:: Problem description ::
Give back the full listing, character for character, with no pictures.

____________

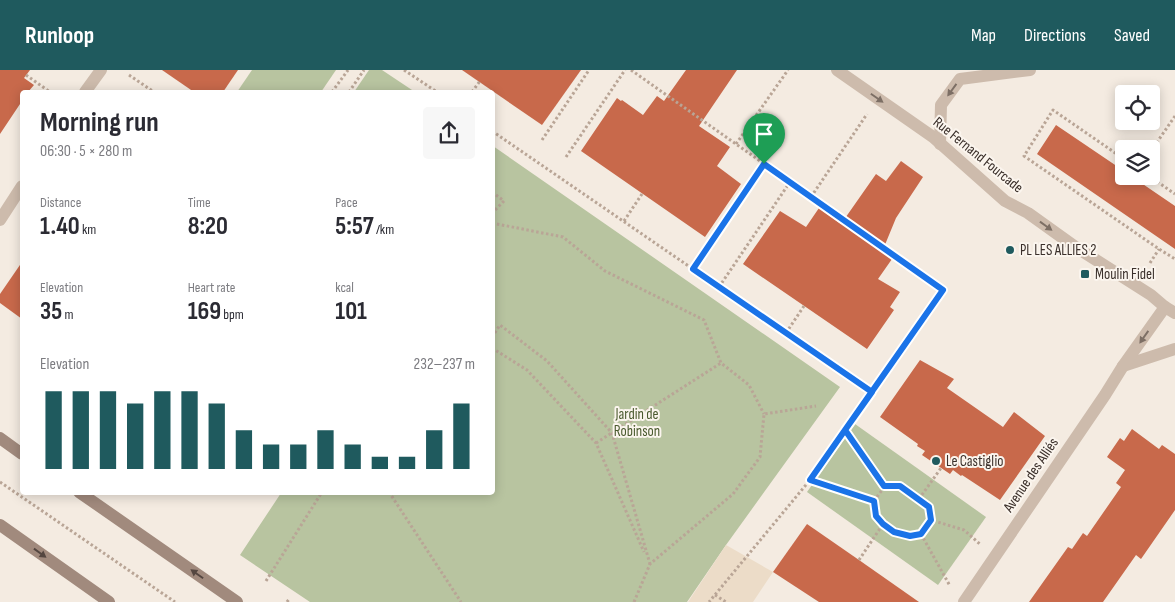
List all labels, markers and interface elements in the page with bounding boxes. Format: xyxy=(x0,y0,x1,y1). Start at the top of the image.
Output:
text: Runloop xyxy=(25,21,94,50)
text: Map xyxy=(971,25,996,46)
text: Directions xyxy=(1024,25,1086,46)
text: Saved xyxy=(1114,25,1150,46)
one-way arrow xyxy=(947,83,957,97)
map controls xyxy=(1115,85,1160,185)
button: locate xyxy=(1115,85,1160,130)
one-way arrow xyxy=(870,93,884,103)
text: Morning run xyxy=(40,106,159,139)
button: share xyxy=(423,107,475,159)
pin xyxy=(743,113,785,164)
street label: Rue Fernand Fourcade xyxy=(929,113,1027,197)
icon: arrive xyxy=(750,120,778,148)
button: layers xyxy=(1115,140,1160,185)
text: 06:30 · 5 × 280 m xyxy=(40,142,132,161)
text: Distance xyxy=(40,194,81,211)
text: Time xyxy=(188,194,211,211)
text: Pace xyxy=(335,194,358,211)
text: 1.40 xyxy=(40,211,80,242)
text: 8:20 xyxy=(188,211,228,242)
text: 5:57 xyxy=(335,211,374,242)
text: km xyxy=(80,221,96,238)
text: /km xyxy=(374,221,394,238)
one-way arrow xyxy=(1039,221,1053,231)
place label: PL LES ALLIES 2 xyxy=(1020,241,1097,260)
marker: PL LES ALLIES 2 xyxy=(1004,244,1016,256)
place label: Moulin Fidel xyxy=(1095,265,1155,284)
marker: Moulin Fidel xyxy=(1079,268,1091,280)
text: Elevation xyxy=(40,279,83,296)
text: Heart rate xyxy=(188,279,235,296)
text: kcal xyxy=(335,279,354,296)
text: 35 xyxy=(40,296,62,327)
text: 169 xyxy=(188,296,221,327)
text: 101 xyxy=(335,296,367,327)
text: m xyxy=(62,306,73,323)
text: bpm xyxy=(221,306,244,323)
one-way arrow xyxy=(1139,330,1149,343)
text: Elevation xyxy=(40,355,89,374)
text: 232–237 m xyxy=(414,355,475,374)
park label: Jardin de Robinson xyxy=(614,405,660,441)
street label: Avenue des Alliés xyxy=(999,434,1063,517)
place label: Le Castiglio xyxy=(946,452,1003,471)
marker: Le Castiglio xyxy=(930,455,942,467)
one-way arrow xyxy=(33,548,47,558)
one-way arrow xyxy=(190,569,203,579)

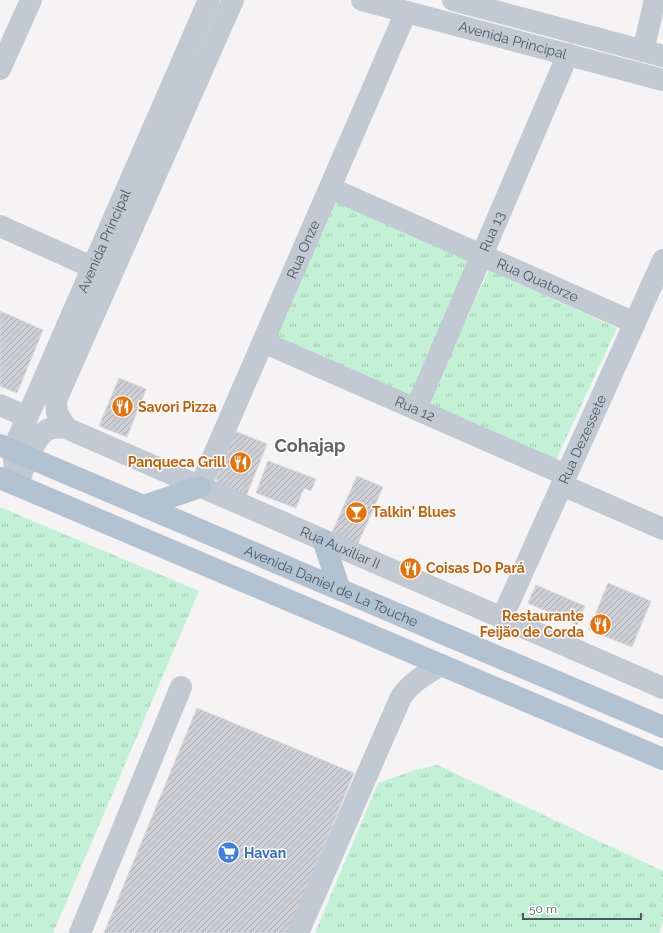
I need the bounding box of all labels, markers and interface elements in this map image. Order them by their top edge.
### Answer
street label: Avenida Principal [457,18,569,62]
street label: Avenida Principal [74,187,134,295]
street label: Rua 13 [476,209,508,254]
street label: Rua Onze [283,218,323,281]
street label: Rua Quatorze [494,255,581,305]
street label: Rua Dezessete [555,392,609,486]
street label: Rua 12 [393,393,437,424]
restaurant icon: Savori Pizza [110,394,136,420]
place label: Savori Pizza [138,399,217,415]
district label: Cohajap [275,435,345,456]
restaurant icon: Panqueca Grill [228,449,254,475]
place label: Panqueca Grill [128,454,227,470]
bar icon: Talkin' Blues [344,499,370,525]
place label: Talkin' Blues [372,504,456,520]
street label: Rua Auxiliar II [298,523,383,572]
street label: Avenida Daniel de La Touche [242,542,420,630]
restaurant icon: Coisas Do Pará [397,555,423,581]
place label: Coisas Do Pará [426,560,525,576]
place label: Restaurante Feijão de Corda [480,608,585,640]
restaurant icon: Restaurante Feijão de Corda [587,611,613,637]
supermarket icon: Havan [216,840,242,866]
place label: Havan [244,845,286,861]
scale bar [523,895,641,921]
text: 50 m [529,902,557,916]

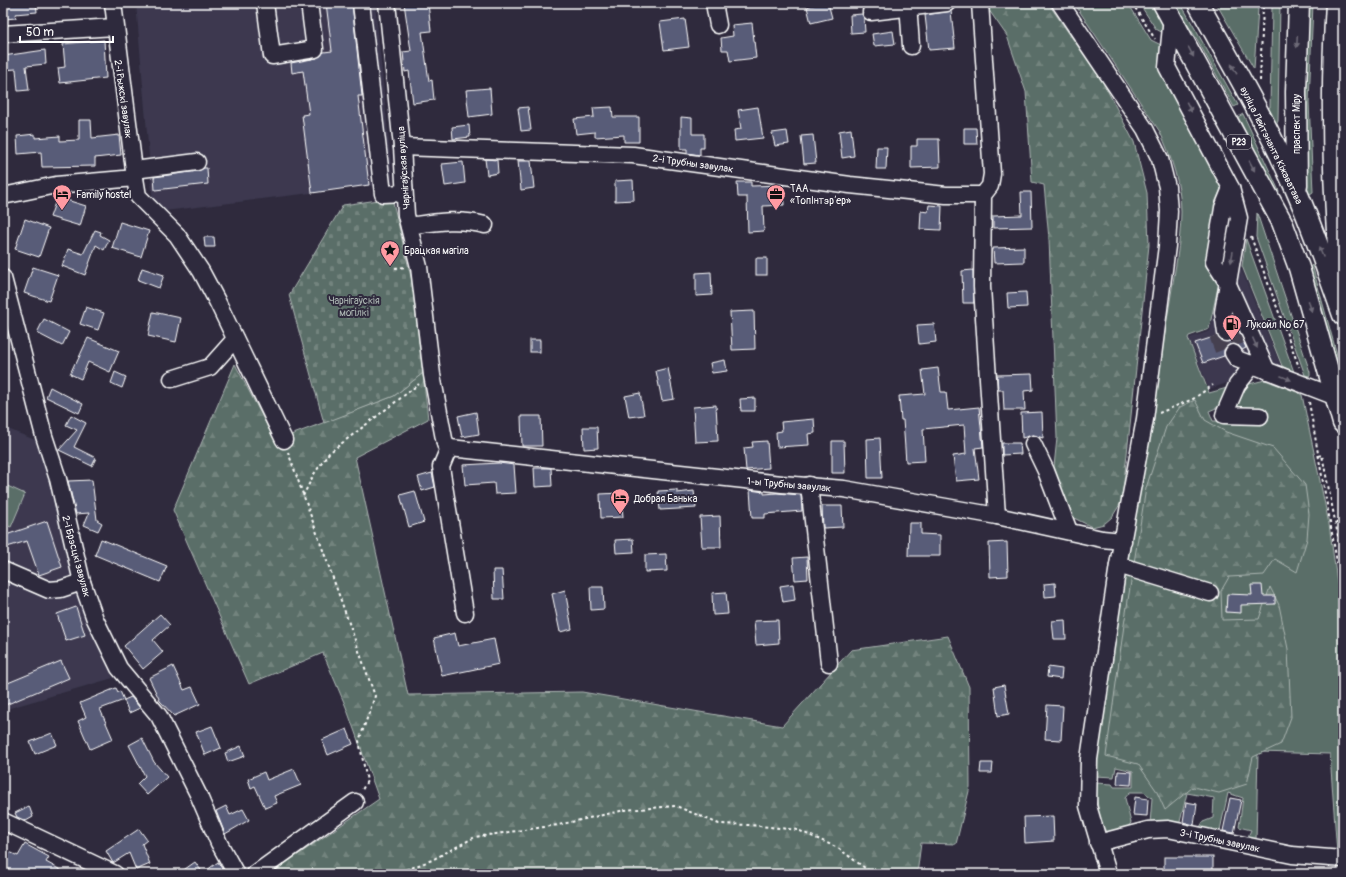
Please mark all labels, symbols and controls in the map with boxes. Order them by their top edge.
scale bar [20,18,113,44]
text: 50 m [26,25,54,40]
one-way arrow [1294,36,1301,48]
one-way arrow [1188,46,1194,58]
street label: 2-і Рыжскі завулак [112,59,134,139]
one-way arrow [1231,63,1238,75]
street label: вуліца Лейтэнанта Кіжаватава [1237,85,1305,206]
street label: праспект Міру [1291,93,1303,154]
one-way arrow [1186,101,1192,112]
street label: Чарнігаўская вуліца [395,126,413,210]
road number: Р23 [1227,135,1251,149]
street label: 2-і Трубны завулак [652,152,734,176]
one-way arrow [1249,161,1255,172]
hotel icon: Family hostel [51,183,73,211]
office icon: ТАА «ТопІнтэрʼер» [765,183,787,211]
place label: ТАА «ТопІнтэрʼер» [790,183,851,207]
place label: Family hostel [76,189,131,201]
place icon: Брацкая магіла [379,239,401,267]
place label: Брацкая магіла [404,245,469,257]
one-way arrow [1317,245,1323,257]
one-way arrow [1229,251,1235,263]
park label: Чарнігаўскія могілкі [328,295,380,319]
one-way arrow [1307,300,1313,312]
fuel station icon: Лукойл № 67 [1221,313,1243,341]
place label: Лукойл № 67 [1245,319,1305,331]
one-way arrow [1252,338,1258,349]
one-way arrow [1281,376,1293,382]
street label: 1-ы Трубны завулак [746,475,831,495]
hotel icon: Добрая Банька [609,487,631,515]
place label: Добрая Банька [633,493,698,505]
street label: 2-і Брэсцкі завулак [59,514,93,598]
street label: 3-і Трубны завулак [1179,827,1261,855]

____________

:: Response to the task ::
List all labels, markers and interface elements in the page with bounding boxes. Format: xyxy=(x0,y0,x1,y1). Start at the top of the image.
Output:
text: Runloop xyxy=(25,21,94,50)
text: Map xyxy=(971,25,996,46)
text: Directions xyxy=(1024,25,1086,46)
text: Saved xyxy=(1114,25,1150,46)
one-way arrow xyxy=(947,83,957,97)
map controls xyxy=(1115,85,1160,185)
button: locate xyxy=(1115,85,1160,130)
one-way arrow xyxy=(870,93,884,103)
text: Morning run xyxy=(40,106,159,139)
button: share xyxy=(423,107,475,159)
pin xyxy=(743,113,785,164)
street label: Rue Fernand Fourcade xyxy=(929,113,1027,197)
icon: arrive xyxy=(750,120,778,148)
button: layers xyxy=(1115,140,1160,185)
text: 06:30 · 5 × 280 m xyxy=(40,142,132,161)
text: Distance xyxy=(40,194,81,211)
text: Time xyxy=(188,194,211,211)
text: Pace xyxy=(335,194,358,211)
text: 1.40 xyxy=(40,211,80,242)
text: 8:20 xyxy=(188,211,228,242)
text: 5:57 xyxy=(335,211,374,242)
text: km xyxy=(80,221,96,238)
text: /km xyxy=(374,221,394,238)
one-way arrow xyxy=(1039,221,1053,231)
place label: PL LES ALLIES 2 xyxy=(1020,241,1097,260)
marker: PL LES ALLIES 2 xyxy=(1004,244,1016,256)
place label: Moulin Fidel xyxy=(1095,265,1155,284)
marker: Moulin Fidel xyxy=(1079,268,1091,280)
text: Elevation xyxy=(40,279,83,296)
text: Heart rate xyxy=(188,279,235,296)
text: kcal xyxy=(335,279,354,296)
text: 35 xyxy=(40,296,62,327)
text: 169 xyxy=(188,296,221,327)
text: 101 xyxy=(335,296,367,327)
text: m xyxy=(62,306,73,323)
text: bpm xyxy=(221,306,244,323)
one-way arrow xyxy=(1139,330,1149,343)
text: Elevation xyxy=(40,355,89,374)
text: 232–237 m xyxy=(414,355,475,374)
park label: Jardin de Robinson xyxy=(614,405,660,441)
street label: Avenue des Alliés xyxy=(999,434,1063,517)
place label: Le Castiglio xyxy=(946,452,1003,471)
marker: Le Castiglio xyxy=(930,455,942,467)
one-way arrow xyxy=(33,548,47,558)
one-way arrow xyxy=(190,569,203,579)

I need the bounding box of all labels, markers and interface elements in this map image. Order them by their top edge.
### Answer
street label: Avenida Principal [457,18,569,62]
street label: Avenida Principal [74,187,134,295]
street label: Rua 13 [476,209,508,254]
street label: Rua Onze [283,218,323,281]
street label: Rua Quatorze [494,255,581,305]
street label: Rua Dezessete [555,392,609,486]
street label: Rua 12 [393,393,437,424]
restaurant icon: Savori Pizza [110,394,136,420]
place label: Savori Pizza [138,399,217,415]
district label: Cohajap [275,435,345,456]
restaurant icon: Panqueca Grill [228,449,254,475]
place label: Panqueca Grill [128,454,227,470]
bar icon: Talkin' Blues [344,499,370,525]
place label: Talkin' Blues [372,504,456,520]
street label: Rua Auxiliar II [298,523,383,572]
street label: Avenida Daniel de La Touche [242,542,420,630]
restaurant icon: Coisas Do Pará [397,555,423,581]
place label: Coisas Do Pará [426,560,525,576]
place label: Restaurante Feijão de Corda [480,608,585,640]
restaurant icon: Restaurante Feijão de Corda [587,611,613,637]
supermarket icon: Havan [216,840,242,866]
place label: Havan [244,845,286,861]
scale bar [523,895,641,921]
text: 50 m [529,902,557,916]

Please mark all labels, symbols and controls in the map with boxes. Order them by their top edge.
scale bar [20,18,113,44]
text: 50 m [26,25,54,40]
one-way arrow [1294,36,1301,48]
one-way arrow [1188,46,1194,58]
street label: 2-і Рыжскі завулак [112,59,134,139]
one-way arrow [1231,63,1238,75]
street label: вуліца Лейтэнанта Кіжаватава [1237,85,1305,206]
street label: праспект Міру [1291,93,1303,154]
one-way arrow [1186,101,1192,112]
street label: Чарнігаўская вуліца [395,126,413,210]
road number: Р23 [1227,135,1251,149]
street label: 2-і Трубны завулак [652,152,734,176]
one-way arrow [1249,161,1255,172]
hotel icon: Family hostel [51,183,73,211]
office icon: ТАА «ТопІнтэрʼер» [765,183,787,211]
place label: ТАА «ТопІнтэрʼер» [790,183,851,207]
place label: Family hostel [76,189,131,201]
place icon: Брацкая магіла [379,239,401,267]
place label: Брацкая магіла [404,245,469,257]
one-way arrow [1317,245,1323,257]
one-way arrow [1229,251,1235,263]
park label: Чарнігаўскія могілкі [328,295,380,319]
one-way arrow [1307,300,1313,312]
fuel station icon: Лукойл № 67 [1221,313,1243,341]
place label: Лукойл № 67 [1245,319,1305,331]
one-way arrow [1252,338,1258,349]
one-way arrow [1281,376,1293,382]
street label: 1-ы Трубны завулак [746,475,831,495]
hotel icon: Добрая Банька [609,487,631,515]
place label: Добрая Банька [633,493,698,505]
street label: 2-і Брэсцкі завулак [59,514,93,598]
street label: 3-і Трубны завулак [1179,827,1261,855]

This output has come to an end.